The mechanism of initial negative MRI findings of COVID-19-associated myelitis was not clarified. Memon et al. [7] reported a late-onset patient with a normal initial MRI showing abnormal signals on the repeat MRI 4 months later. The study speculated an intense axonal degeneration without demyelination after severe viral-induced pathogenesis, which did not appear on the MRI scan in the previous disease course. COVID-19-associated myelitis with normal early MRI scan suggested pathological mechanisms of this disease that differed from traditional immune-mediated myelitis. Abrams et al. [9] speculated that SARS-CoV-2 infection causes micro-hemorrhages and micro-thromboses of small vessels, resulting in small vessel stroke of the spinal cord. This might explain the lack of apparent spinal cord MRI findings. Some studies suggested that a normal MRI of the spinal cord may be a sign of poor prognosis [6, 9]. The four patients in this study did not benefit from pulse therapy of methylprednisolone and PLEX. Adamec et al. [6] showed that > 80% of patients received a combination of corticosteroids and PLEX or intravenous immunoglobulins (IVIG), and only 25.4–30.8% of patients had a complete or significant recovery, while 12.4–19% showed no recovery, and 9.5% had a fatal outcome. The findings suggested that normal MRI is an independent predictor for poor outcomes.

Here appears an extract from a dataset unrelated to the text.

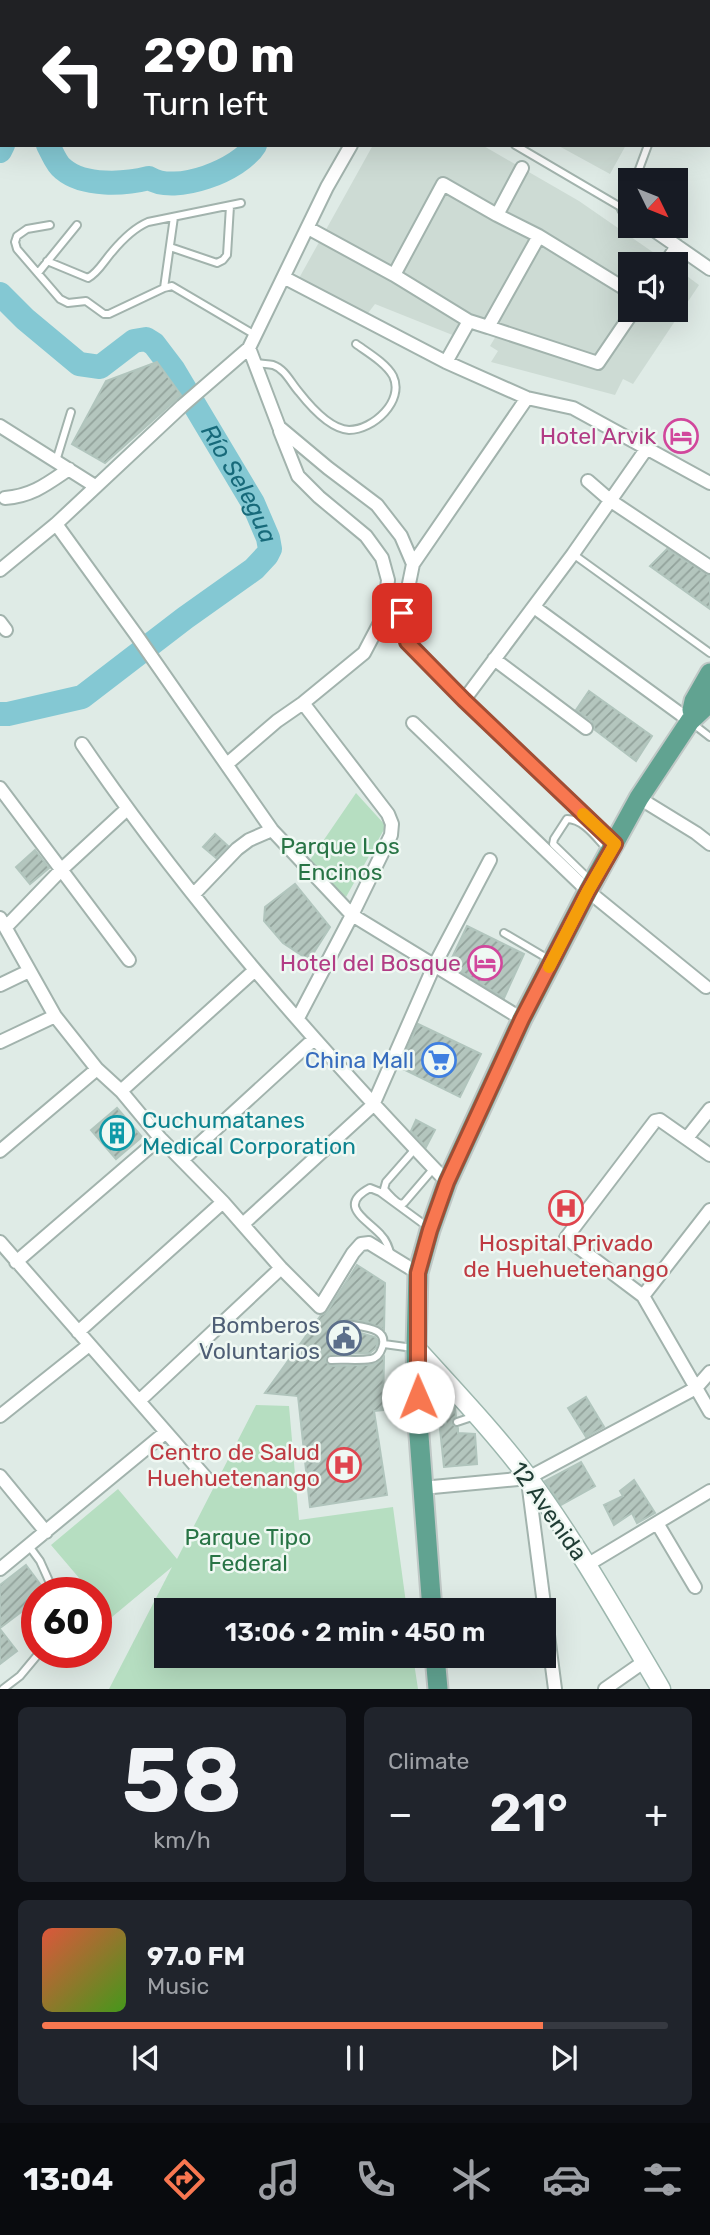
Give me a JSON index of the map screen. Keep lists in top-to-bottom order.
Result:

In conclusion, we reported four cases of COVID-19-associated myelitis with delayed and atypical spinal cord MRI characteristics. Atypical MRI manifestations include discontinuous, punctate, or scattered intramedullary lesions, with linear spinal meningeal enhancement or cloudy intramedullary enhancement. The study on the mechanism of atypical or negative early MRI findings and the reason for poor immunotherapy effect would guide early diagnosis and help design appropriate therapeutic strategies for COVID-19-associated myelitis.